[GIVEN ENTRIES — start]

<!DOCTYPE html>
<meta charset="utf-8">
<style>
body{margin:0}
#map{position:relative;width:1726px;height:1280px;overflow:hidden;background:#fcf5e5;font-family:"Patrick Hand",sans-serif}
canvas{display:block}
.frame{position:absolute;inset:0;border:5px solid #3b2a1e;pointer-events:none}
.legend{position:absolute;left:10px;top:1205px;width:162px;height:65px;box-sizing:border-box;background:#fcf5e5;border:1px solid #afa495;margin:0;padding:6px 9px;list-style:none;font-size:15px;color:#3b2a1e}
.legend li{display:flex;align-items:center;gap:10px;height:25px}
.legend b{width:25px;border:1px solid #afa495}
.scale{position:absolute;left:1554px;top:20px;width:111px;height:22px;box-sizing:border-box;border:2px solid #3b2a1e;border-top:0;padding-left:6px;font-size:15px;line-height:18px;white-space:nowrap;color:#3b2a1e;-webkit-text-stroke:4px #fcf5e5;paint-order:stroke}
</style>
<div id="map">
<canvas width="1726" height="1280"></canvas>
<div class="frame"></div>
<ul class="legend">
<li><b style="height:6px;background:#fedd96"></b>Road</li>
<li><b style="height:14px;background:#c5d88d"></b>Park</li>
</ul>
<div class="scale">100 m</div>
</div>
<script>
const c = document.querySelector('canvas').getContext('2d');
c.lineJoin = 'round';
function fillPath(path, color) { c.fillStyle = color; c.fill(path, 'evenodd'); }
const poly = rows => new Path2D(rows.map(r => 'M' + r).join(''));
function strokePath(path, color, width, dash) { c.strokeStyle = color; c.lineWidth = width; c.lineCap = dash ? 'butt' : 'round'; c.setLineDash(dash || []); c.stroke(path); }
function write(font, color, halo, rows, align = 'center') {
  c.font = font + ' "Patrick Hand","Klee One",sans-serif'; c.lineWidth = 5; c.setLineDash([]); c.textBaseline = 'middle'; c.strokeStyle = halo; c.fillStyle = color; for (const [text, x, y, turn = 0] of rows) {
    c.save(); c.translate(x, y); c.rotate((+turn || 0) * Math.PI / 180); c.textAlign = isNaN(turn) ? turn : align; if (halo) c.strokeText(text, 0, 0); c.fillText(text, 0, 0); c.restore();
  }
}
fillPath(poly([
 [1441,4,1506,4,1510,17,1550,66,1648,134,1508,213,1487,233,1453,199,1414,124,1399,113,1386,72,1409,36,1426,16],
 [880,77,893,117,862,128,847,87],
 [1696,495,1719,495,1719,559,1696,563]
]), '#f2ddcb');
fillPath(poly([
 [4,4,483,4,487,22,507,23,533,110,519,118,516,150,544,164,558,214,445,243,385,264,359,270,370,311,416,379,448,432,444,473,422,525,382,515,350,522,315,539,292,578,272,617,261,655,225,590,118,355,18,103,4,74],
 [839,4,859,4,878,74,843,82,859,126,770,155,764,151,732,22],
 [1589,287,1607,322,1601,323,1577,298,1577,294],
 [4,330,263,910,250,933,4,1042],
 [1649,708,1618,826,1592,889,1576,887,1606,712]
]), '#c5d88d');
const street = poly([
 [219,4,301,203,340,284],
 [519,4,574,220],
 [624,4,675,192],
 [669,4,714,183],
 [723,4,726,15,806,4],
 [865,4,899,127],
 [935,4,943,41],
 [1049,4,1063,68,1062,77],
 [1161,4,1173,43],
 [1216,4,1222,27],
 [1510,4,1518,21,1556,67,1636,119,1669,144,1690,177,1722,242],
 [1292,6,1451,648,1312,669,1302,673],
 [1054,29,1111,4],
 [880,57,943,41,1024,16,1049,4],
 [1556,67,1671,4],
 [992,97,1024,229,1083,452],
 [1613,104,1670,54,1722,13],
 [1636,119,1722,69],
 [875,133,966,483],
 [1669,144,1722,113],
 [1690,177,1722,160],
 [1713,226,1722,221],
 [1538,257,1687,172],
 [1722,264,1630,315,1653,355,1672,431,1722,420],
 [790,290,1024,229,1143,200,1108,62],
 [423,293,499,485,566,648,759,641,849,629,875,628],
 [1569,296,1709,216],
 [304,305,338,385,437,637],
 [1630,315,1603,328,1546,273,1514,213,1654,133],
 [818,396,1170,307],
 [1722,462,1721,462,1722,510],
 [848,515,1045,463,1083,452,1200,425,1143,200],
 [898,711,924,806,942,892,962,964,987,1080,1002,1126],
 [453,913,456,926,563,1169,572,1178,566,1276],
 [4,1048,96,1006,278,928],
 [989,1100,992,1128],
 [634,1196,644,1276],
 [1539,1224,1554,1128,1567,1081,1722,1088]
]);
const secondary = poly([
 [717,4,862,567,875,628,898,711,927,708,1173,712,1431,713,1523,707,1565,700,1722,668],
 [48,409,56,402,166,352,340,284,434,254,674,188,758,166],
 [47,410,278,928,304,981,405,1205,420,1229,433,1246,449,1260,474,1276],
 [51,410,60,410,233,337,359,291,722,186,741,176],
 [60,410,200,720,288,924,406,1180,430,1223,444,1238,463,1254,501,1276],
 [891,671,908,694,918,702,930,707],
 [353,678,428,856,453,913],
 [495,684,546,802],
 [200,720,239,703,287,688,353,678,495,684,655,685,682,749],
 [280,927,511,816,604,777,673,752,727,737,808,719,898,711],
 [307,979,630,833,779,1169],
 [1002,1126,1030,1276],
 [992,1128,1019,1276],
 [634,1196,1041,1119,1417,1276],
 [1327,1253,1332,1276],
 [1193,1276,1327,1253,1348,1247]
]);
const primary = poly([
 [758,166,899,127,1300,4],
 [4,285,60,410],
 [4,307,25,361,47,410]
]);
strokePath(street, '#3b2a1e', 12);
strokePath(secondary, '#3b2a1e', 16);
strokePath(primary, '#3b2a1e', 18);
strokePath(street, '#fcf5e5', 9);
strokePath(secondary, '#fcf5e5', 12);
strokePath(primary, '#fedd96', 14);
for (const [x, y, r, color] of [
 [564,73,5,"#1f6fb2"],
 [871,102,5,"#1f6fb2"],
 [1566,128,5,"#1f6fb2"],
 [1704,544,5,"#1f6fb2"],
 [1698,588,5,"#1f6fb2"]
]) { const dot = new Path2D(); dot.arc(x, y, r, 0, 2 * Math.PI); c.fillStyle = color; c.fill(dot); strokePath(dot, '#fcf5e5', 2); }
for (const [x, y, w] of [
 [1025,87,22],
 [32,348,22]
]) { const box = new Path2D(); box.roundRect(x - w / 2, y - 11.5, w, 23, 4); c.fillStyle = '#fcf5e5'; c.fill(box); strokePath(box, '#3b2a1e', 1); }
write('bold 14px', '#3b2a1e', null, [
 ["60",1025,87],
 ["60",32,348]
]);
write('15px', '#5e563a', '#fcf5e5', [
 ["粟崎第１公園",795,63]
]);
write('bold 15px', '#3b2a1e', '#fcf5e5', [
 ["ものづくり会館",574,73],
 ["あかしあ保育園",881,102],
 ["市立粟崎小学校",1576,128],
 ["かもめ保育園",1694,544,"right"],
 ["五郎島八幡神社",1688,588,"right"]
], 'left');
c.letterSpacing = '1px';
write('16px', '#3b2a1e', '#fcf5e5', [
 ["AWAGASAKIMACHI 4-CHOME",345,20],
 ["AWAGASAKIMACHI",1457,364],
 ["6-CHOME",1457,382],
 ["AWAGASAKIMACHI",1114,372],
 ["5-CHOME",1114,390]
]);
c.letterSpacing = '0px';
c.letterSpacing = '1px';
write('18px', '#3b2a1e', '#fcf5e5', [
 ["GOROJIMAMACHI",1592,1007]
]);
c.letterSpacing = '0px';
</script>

[GIVEN ENTRIES — finish]

WHAT TO PRODUCE:
Copy out each line of the entries that holds "display".

SOLUTION:
canvas{display:block}
.legend li{display:flex;align-items:center;gap:10px;height:25px}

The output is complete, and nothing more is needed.